Saved entries
■ ■ ■ ■
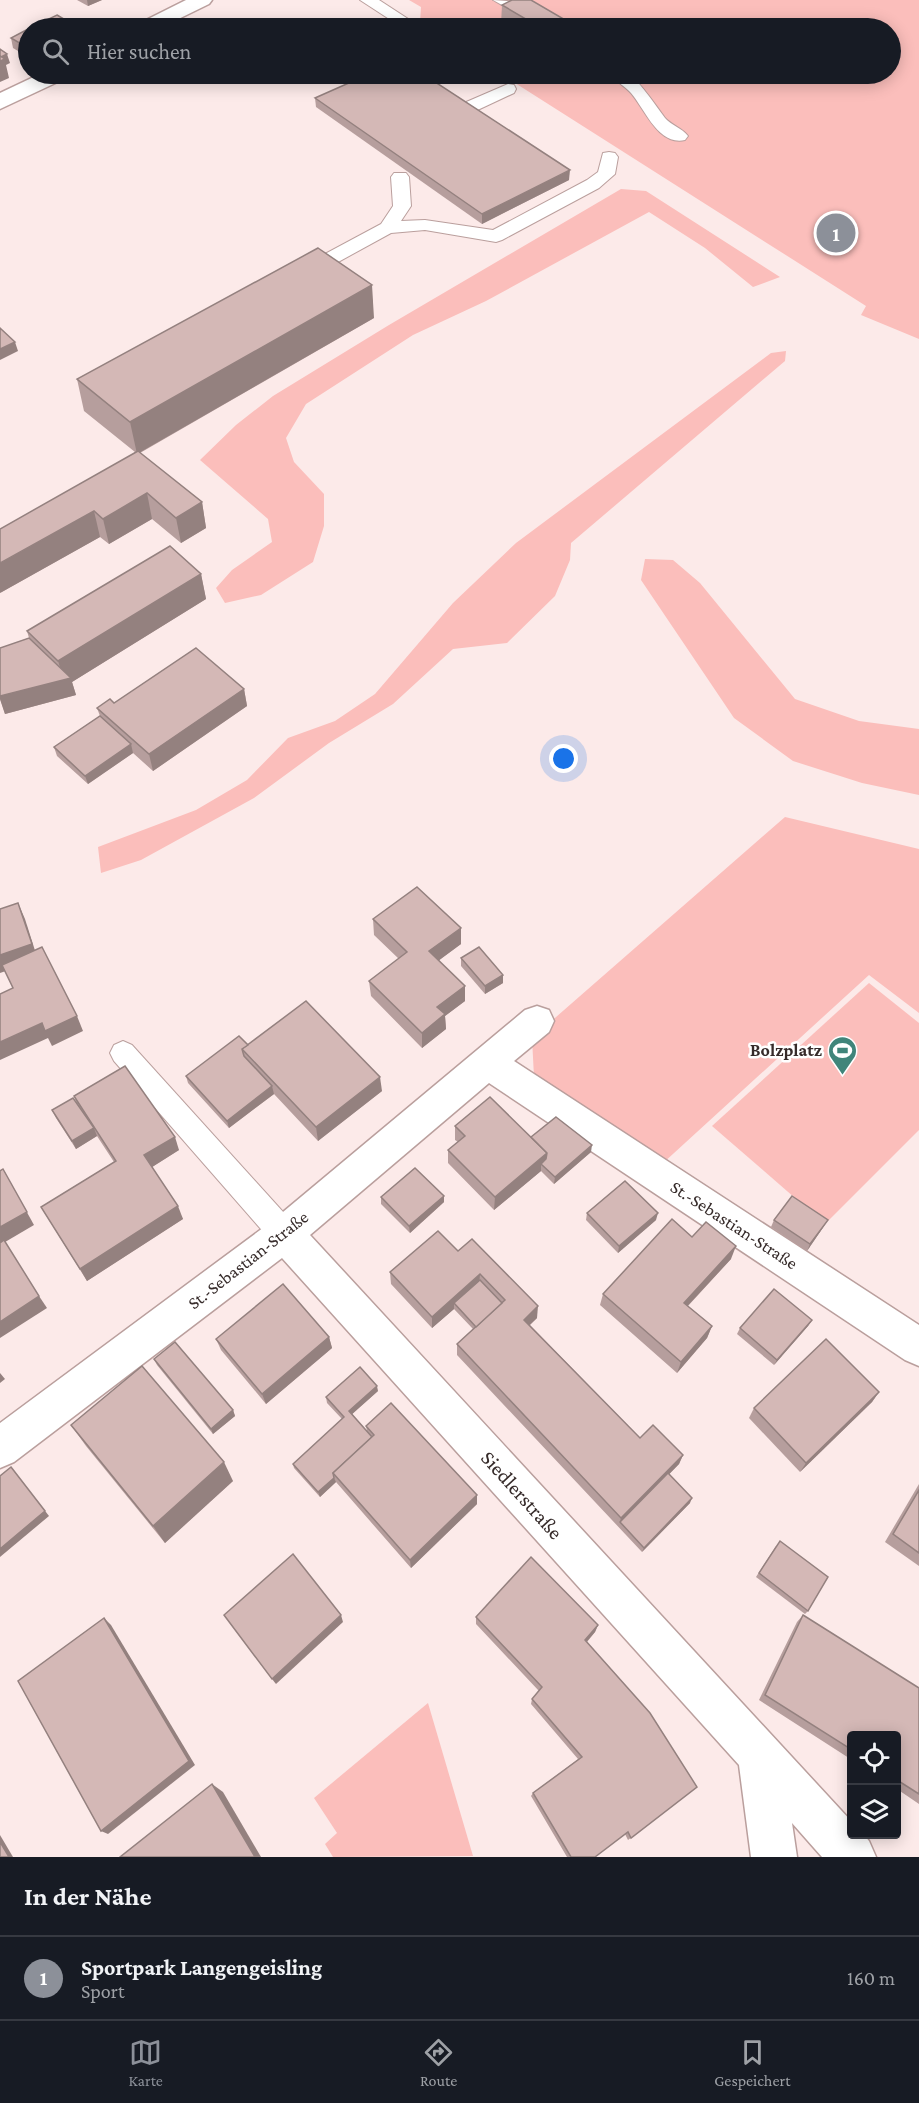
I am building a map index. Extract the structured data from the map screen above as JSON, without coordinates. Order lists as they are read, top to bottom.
{
  "streets": {
    "street": ["St.-Sebastian-Straße", "Siedlerstraße"]
  },
  "crossings": [
    ["St.-Sebastian-Straße", "Siedlerstraße"]
  ],
  "places": {
    "sports": ["Bolzplatz"]
  },
  "page": {
    "search": "Hier suchen",
    "pins": "1",
    "heading": "In der Nähe",
    "list": [
      {
        "mark": "1",
        "name": "Sportpark Langengeisling",
        "note": "Sport",
        "value": "160 m"
      }
    ],
    "nav": ["Karte", "Route", "Gespeichert"]
  }
}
■ ■ ■ ■
_Task to carry out_.
Leave every picture out, and transcribe the data above exactly as it reads.

_Task answer_.
I am building a map index. Extract the structured data from the map screen above as JSON, without coordinates. Order lists as they are read, top to bottom.
{
  "streets": {
    "street": ["St.-Sebastian-Straße", "Siedlerstraße"]
  },
  "crossings": [
    ["St.-Sebastian-Straße", "Siedlerstraße"]
  ],
  "places": {
    "sports": ["Bolzplatz"]
  },
  "page": {
    "search": "Hier suchen",
    "pins": "1",
    "heading": "In der Nähe",
    "list": [
      {
        "mark": "1",
        "name": "Sportpark Langengeisling",
        "note": "Sport",
        "value": "160 m"
      }
    ],
    "nav": ["Karte", "Route", "Gespeichert"]
  }
}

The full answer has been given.